## TASK REQUIREMENTS
Transcribe the stretch of entries below from the line with "<!-- slow casing -->" through the line with "<!-- street -->", exactly and with both ends included; leave out all other lines.

## DATA

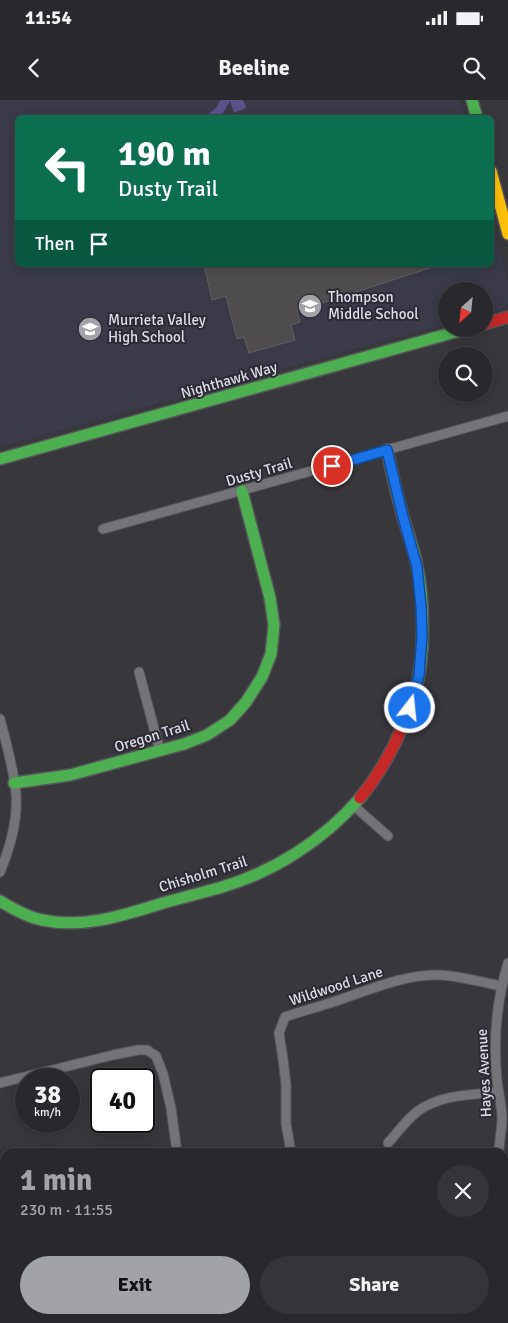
<!DOCTYPE html>
<html lang="en">
<head>
<meta charset="utf-8">
<style>
	body { margin:0; font-family:Signika,sans-serif; background:#353539; color:#f1f3f6; height:100vh; display:flex; flex-direction:column; font-size:19px; white-space:nowrap }
	* { box-sizing:border-box; margin:0 }
	p { font-size:16px; color:#a5a6aa }
	.icon { flex:none; width:28px; height:28px; fill:none; stroke:currentColor; stroke-width:2; stroke-linecap:round; stroke-linejoin:round }
	.map { position:relative; flex:1; overflow:hidden }
	.side { position:absolute; left:0px; top:1048px; width:509px; height:176px; display:flex; flex-direction:column; background:#29292d; border-radius:15px 15px 0 0; box-shadow:0 2px 12px #0003,0 0 0 1px #454549 }
	.side>* { flex:none }
	.banner { position:absolute; left:15px; top:15px; width:479px; height:152px; border-radius:8px; box-shadow:0 2px 12px #0003,0 0 0 1px #454549; background:#0b6e4f; color:#fff; overflow:hidden }
	.needle { width:32px; rotate:207deg }
	.fabs { position:absolute; left:438px; top:182px; display:grid; gap:10px }
	.fabs a { display:grid; place-items:center; width:55px; height:55px; border-radius:50%; background:#29292d; box-shadow:0 2px 12px #0003,0 0 0 1px #454549; font-size:25px }
	.speed { position:absolute; left:15px; top:968px; display:flex; gap:10px; font-size:25px; font-weight:700; text-align:center }
	.speed>* { display:grid; place-content:center; width:65px; height:65px; border-radius:50%; background:#29292d; box-shadow:0 2px 12px #0003,0 0 0 1px #454549; line-height:1 }
	.speed small { font-size:12px; font-weight:400 }
	.speed .limit { border:2px solid #111; border-radius:8px; background:#fff; color:#111 }
	.pin { position:absolute; display:grid; place-items:center; width:42px; height:42px; color:#fff; margin:-21px; border:2px solid #fff; border-radius:50%; box-shadow:0 1px 5px #0007 }
	.me { position:absolute; width:55px; margin:-28px; rotate:16deg; stroke-linejoin:round; filter:drop-shadow(0 0 4px #0008) }
	.turn { display:flex; align-items:center; gap:18px; height:105px; padding:0 20px; font-size:22px }
	.turn .icon { width:65px; height:65px; stroke-width:2.5 }
	.turn b { display:block; font-size:35px; line-height:42px }
	.then { display:flex; align-items:center; height:48px; padding:0 20px; background:#0003; gap:10px; font-size:19px }
	.round { display:grid; place-items:center; flex:none; width:52px; height:52px; border-radius:26px; background:#353539 }
	.head { display:flex; align-items:center; justify-content:space-between; height:85px; padding:0 20px }
	h1 { font-size:30px; font-weight:700; line-height:38px; color:#a2a2a9 }
	.primary-button { display:flex; gap:10px; margin-top:auto; padding:10px 20px }
	.primary-button a { flex:1; height:58px; border-radius:30px; background:#a2a2a9; color:#111; font-size:20px; font-weight:700; line-height:58px; text-align:center }
	.primary-button a+a { background:#353539; color:#f1f3f6 }
	.status { display:flex; justify-content:space-between; align-items:center; height:35px; padding:0 25px; background:#29292d; direction:ltr }
	.status svg { height:14px; fill:currentColor }
	header { display:flex; justify-content:space-between; align-items:center; height:65px; padding:0 20px; background:#29292d; font-size:22px; font-weight:700 }
	.map>svg:first-child { display:block }
</style>
</head>
<body>
<div class="status"><b>11:54</b><svg viewBox="0 0 49 12"><path d="M0 12V9h3v3zM5 12V6h3v6zM10 12V3h3v9zM15 12V0h3v12zM26 1h20v11H26zM47 4h2v5h-2z"/></svg></div>
<header><svg class="icon" aria-label="back" viewBox="0 0 24 24"><path d="M15 5l-7 7 7 7"/></svg>Beeline<svg class="icon" aria-label="search" viewBox="0 0 24 24"><circle cx="10" cy="10" r="6"/><path d="M15 15l6 6"/></svg></header>
<div class="map">
<svg width="508" height="1223" viewBox="0 0 508 1223">
	<rect width="100%" height="100%" fill="#37373c"/>
	<!-- built -->
	<path fill="#3a3a48" d="M 0,0 L 459,0 L 463,17 L 18,18 L 18,165 L 491,165 L 491,121 L 508,182 L 508,202 L 503,210 L 484,215 L 484,191 L 446,191 L 446,224 L 0,347 Z"/>
	<!-- green -->
	<path fill="#5a5289" d="M 220,0 L 243,0 L 246,8 L 234,13 L 230,1 L 221,17 L 205,17 L 217,7 Z"/>
	<!-- building -->
	<path fill="#4f4c4d" stroke="#615f60" d="M 204,165 L 436,165 L 436,166 L 297,211 L 300,222 L 291,225 L 295,240 L 249,253 L 244,237 L 237,239 L 226,196 L 212,200 Z"/>
	<g fill="none" stroke-linecap="round" stroke-linejoin="round">
		<!-- street casing -->
		<g stroke="#555559" stroke-width="11">
			<path id="street" d="M 103,429 L 508,316
				M 139,572 L 160,651
				M 0,619 C 6,642 14,670 16,694 C 18,720 10,748 0,772
				M 353,705 L 388,736
				M 0,983 L 113,955 L 138,950 L 147,950 L 156,956 L 163,974 L 171,1008 L 177,1052
				M 388,1043 C 398,1032 407,1019 418,1011 C 442,994 471,995 499,992
				M 291,1052 L 286,1024 L 286,985 L 283,959 L 279,933 L 285,917 C 301,911 319,907 336,901 C 369,890 404,874 440,875 C 460,876 481,882 501,886
				M 499,1052 C 499,1041 502,1030 502,1018 C 502,1006 498,993 497,980 C 493,939 496,902 508,863
				M 504,1109 L 508,1129
				M 0,1131 L 5,1131
				M 504,1174 L 508,1174
				M 31,1219 L 31,1223
				M 303,1219 L 303,1223
				M 183,1223 L 183,1219"/>
		</g>
		<!-- fast casing -->
		<g stroke="#555559" stroke-width="14">
			<path id="fast" d="M 472,0 L 477,18
				M 387,350 C 392,373 397,395 403,417 C 408,434 414,449 417,466 C 424,497 425,553 417,584
				M 0,359 L 466,229
				M 14,683 L 70,675 L 184,644 L 207,635 L 230,620 L 246,602 L 262,577 L 271,554 L 274,525 L 270,498 L 242,391
				M 0,801 C 13,809 27,817 42,820 C 84,829 124,815 163,803 C 182,798 200,793 219,788 C 272,773 324,740 360,698"/>
		</g>
		<!-- slow casing -->
		<g stroke="#555559" stroke-width="14">
			<path id="slow" d="M 491,71 L 508,134"/>
		</g>
		<!-- jam casing -->
		<g stroke="#555559" stroke-width="14">
			<path id="jam" d="M 484,224 L 508,217
				M 360,698 C 387,665 406,625 417,584"/>
		</g>
		<!-- street -->
		<use href="#street" stroke="#747478" stroke-width="9"/>
		<!-- fast -->
		<use href="#fast" stroke="#4caf50" stroke-width="11"/>
		<!-- slow -->
		<use href="#slow" stroke="#ffc107" stroke-width="11"/>
		<!-- jam -->
		<use href="#jam" stroke="#c62828" stroke-width="11"/>
	</g>
	<g fill="none" stroke-linecap="round" stroke-linejoin="round">
		<!-- route casing -->
		<g stroke="#114b97" stroke-width="12">
			<path id="route" d="M 332,366 L 387,350 L 403,417 L 417,467 L 421,506 L 422,536 L 419,575 L 410,608"/>
		</g>
		<!-- route -->
		<use href="#route" stroke="#1a73e8" stroke-width="9"/>
	</g>
	<!-- icons -->
	<defs>
		<g id="school-disc" transform="scale(1.25)"><circle r="9.5" fill="#a2a2a9" stroke="#2b2a35"/><path d="M0-5L7-2L0 1L-7-2ZM-4 1L0 2.5L4 1V4Q0 6-4 4Z" fill="#fff"/></g>
	</defs>
	<g fill-rule="evenodd">
		<use href="#school-disc" x="310" y="206"/>
		<use href="#school-disc" x="90" y="229"/>
	</g>
	<g text-anchor="middle" dominant-baseline="central" stroke-width="4" stroke-linejoin="round" paint-order="stroke">
		<!-- poi labels -->
		<g font-size="15" fill="#dcdce3" stroke="#2b2a35" text-anchor="start">
			<text x="328" y="197">Thompson<tspan x="328" dy="17">Middle School</tspan></text>
			<text x="108" y="220">Murrieta Valley<tspan x="108" dy="17">High School</tspan></text>
		</g>
		<!-- street labels -->
		<g font-size="15" fill="#dcdce3" stroke="#2b2a35">
			<text transform="translate(229 280) rotate(-16)">Nighthawk Way</text>
			<text transform="translate(259 372) rotate(-16)">Dusty Trail</text>
			<text transform="translate(152 636) rotate(-17)">Oregon Trail</text>
			<text transform="translate(203 774) rotate(-17)">Chisholm Trail</text>
			<text transform="translate(336 886) rotate(-18)">Wildwood Lane</text>
			<text transform="translate(484 973) rotate(-93)">Hayes Avenue</text>
		</g>
	</g>
</svg>
<div class="fabs">
<a><svg class="needle" viewBox="-14 -14 28 28"><path d="M0-13l5 13h-10z" fill="#e53935"/><path d="M0 13l5-13h-10z" fill="#a5a6aa"/></svg></a>
<a><svg class="icon" aria-label="search" viewBox="0 0 24 24"><circle cx="10" cy="10" r="6"/><path d="M15 15l6 6"/></svg></a>
</div>
<div class="speed"><div>38<small>km/h</small></div><div class="limit">40</div></div>
<div class="pin" style="left:332px;top:366px;background:#d93025"><svg class="icon" aria-label="arrive" viewBox="0 0 24 24"><path d="M6 21V4h12l-3 4 3 4H6"/></svg></div>
<svg class="me" style="left:410px;top:608px" viewBox="-20 -20 40 40"><circle r="17" fill="#1a73e8" stroke="#fff" stroke-width="3"/><path d="M0-11L8 9 0 5-8 9z" fill="#fff"/></svg>
<div class="banner">
<div class="turn"><svg class="icon" aria-label="left" viewBox="0 0 24 24"><path d="M17 20v-9H6M10 6l-5 5 5 5"/></svg><div><b>190 m</b>Dusty Trail</div></div>
<div class="then">Then<svg class="icon" aria-label="arrive" viewBox="0 0 24 24"><path d="M6 21V4h12l-3 4 3 4H6"/></svg></div>
</div>
<section class="side">
<div class="head"><div><h1>1 min</h1><p>230 m · 11:55</p></div><a class="round"><svg class="icon" aria-label="close" viewBox="0 0 24 24"><path d="M6 6l12 12M18 6L6 18"/></svg></a></div>
<div class="primary-button"><a>Exit</a><a>Share</a></div>
</section>
</div>
</body>
</html>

## ANSWER TO THE EXERCISE
		<!-- slow casing -->
		<g stroke="#555559" stroke-width="14">
			<path id="slow" d="M 491,71 L 508,134"/>
		</g>
		<!-- jam casing -->
		<g stroke="#555559" stroke-width="14">
			<path id="jam" d="M 484,224 L 508,217
				M 360,698 C 387,665 406,625 417,584"/>
		</g>
		<!-- street -->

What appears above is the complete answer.